Wednesday, July 06, 2011

It doesn't say what you think it says

I hate crap like this:

Study Shows Women More Likely to Cause Traffic Accidents

It's not just the headline, by the way, it's the article itself:

A University of Michigan study of 6.5 million car crashes will undoubtedly be the source of many tense discussions around the kitchen table if not Vegas comedy riffs, finding that an inordinate number of accidents happen when both drivers are women.
The problem?  This:

Using the General Estimate System data from a nationally representative sample of police-reported crashes, the researchers expected to find that male-to-male crashes would account for 36.2% of accidents, female-to-female would make up 15.8% and male-to-female would make up 48% of crashes.

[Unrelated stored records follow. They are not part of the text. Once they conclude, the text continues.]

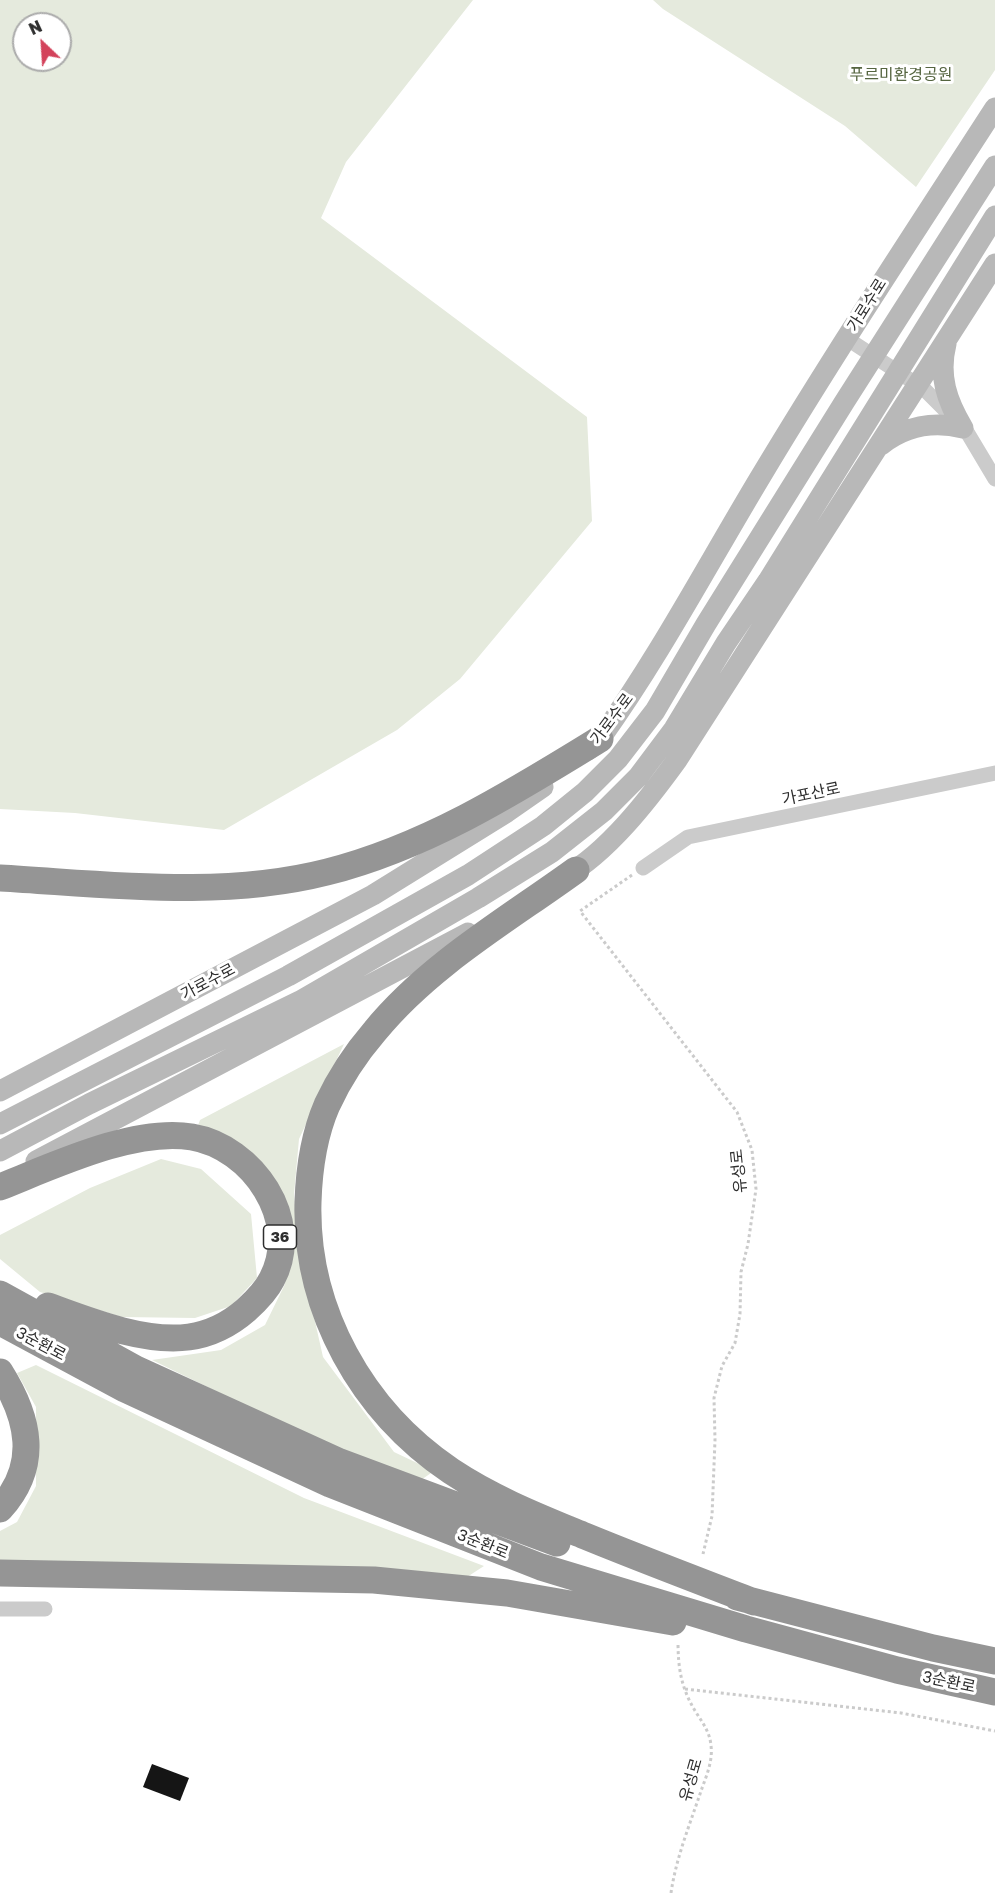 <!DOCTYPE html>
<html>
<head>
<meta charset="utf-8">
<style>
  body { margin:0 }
  #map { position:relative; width:995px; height:1893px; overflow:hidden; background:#fff; font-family:"Golos Text",sans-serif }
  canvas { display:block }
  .north { position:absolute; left:12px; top:12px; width:60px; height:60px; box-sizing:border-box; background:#fff; border:2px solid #ababab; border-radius:50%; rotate:335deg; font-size:16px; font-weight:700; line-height:24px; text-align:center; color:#2e2e2e }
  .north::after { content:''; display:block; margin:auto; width:21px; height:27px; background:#d3425b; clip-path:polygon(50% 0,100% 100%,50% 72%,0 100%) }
</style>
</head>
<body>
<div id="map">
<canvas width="995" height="1893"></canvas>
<div class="north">N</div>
</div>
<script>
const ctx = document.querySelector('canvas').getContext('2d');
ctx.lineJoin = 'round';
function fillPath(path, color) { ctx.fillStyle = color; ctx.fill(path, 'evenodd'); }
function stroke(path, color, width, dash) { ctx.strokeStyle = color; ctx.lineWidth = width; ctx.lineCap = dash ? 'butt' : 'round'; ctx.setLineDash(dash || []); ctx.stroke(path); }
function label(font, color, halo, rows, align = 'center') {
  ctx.font = font + ' "Golos Text","Noto Sans KR",sans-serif'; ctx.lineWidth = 6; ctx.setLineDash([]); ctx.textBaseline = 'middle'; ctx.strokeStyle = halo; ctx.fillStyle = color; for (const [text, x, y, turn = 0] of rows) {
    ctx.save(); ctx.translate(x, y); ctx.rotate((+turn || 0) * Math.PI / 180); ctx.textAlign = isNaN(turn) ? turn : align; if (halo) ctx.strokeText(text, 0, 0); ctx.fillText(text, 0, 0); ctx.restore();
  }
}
fillPath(new Path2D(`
  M 0,0 L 473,0 L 346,162 L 321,218 L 587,417 L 592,521 L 460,679 L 397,730 L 224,830 L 75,813 L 0,809 ZM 24,24 L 60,24 L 60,60 L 24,60 Z
  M 653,0 L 995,0 L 995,70 L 916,187 L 845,126 L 663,9 Z
  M 344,1044 L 299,1139 L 294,1194 L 299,1250 L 323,1357 L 394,1452 L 434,1471 L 421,1480 L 339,1451 L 152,1360 L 221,1350 L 265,1325 L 285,1284 L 288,1236 L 274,1183 L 196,1131 L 200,1120 Z
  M 161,1159 L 201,1169 L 251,1214 L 257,1278 L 231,1306 L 195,1318 L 122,1317 L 40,1292 L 0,1259 L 0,1235 L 90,1188 Z
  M 36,1365 L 304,1498 L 484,1566 L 467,1577 L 0,1561 L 0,1531 L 17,1522 L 36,1486 L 36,1407 L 17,1373 Z`), '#e5eadd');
fillPath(new Path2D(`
  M 152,1764 L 189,1778 L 180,1801 L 143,1787 Z`), '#151515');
stroke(new Path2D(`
  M 632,875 L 580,911 L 737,1112 L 752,1150 L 756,1189 L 748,1244 L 741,1272 L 740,1314 L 735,1343 L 722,1366 L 714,1398 L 715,1440 L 712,1516 L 703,1554
  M 685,1689 L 901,1713 L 995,1731
  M 671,1893 C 676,1858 690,1824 701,1791 C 706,1777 713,1761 711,1746 C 710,1731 701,1721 694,1709 C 681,1687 678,1667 678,1642`), '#cbcbcb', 3, [3, 3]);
stroke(new Path2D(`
  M 846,338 L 924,389 L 967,432 L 995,479
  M 643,868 L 688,837 L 995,773
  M 0,1609 L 45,1609`), '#cbcbcb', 15);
stroke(new Path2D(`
  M 946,344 C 938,376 947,401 963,428
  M 881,445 C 905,426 934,421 963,428
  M 588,750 L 600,739 C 660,655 708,564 761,476 C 836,351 916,230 995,108
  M 564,877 C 608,852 648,800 677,760 L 995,264
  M 0,1091 L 373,895 L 507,812 L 543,787
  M 0,1124 L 288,976 L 468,875 L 543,826 L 585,792 L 618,759 L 655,711 L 706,624 L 845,401 L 995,166
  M 0,1151 L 89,1104 L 300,1001 L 478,898 L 552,852 L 604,811 L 638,777 L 674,729 L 726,643 L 768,581 L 995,216
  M 36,1161 L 468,933`), '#b8b8b8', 21);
stroke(new Path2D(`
  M 576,870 C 507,920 429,965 375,1031 C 356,1053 339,1079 327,1105 C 314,1135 309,1169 308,1202 C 305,1310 362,1411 451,1471 C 493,1499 539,1517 585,1536 C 641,1559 697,1580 754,1602
  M 0,878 C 107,884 221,899 327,872 C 426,847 514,792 600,739
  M 0,1187 C 53,1166 135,1127 192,1137 C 252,1147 303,1220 272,1279 C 266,1291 256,1301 246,1310 C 230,1324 210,1334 189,1337 C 144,1343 89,1321 48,1306
  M 0,1294 L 136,1369 L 340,1462 L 557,1543
  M 0,1322 L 125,1389 L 330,1484 L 541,1567 L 746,1629 L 897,1670 L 995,1692
  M 0,1372 C 29,1418 40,1465 0,1509
  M 0,1573 L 374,1580 L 507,1593 L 673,1622
  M 737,1597 L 933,1648 L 995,1661`), '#959595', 27);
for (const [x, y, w] of [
  [280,1237,33]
]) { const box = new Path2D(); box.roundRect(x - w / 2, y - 12, w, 24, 4.5); ctx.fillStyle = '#fff'; ctx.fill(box); stroke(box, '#2e2e2e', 1.5); }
label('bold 15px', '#2e2e2e', null, [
  ["36",280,1237]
]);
label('16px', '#556540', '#fff', [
  ["푸르미환경공원",901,75]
]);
label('16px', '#2e2e2e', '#fff', [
  ["가로수로",867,305,-58],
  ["가로수로",612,719,-53],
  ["가포산로",811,794,-12],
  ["가로수로",208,982,-28],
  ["유성로",739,1171,-96],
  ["3순환로",41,1344,28],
  ["3순환로",483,1544,22],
  ["3순환로",949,1682,12],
  ["유성로",691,1780,-74]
]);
</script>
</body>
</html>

Instead, they found female-to-female accidents made up 20.5% of all crashes, much higher than expected. Male-to-male crashes were lower than expected, at 31.9%, and male-to-female crashes were 47.6%.

Now, perhaps you can excuse the use of "inordinate."  But claiming that it's any sort of evidence women are worse drivers than men is stretching it.  It would be at least as accurate to say that "Men don't cause quite as many wrecks as we thought they did." 

Male-to-male crashes are still a much larger category than female-to-female, after all, and there's no mention made of how many of the male-to-female crashes are caused by the fairer sex.

Then again, if it was worded in a less controversial fashion, I wouldn't be writing about it, so there is that.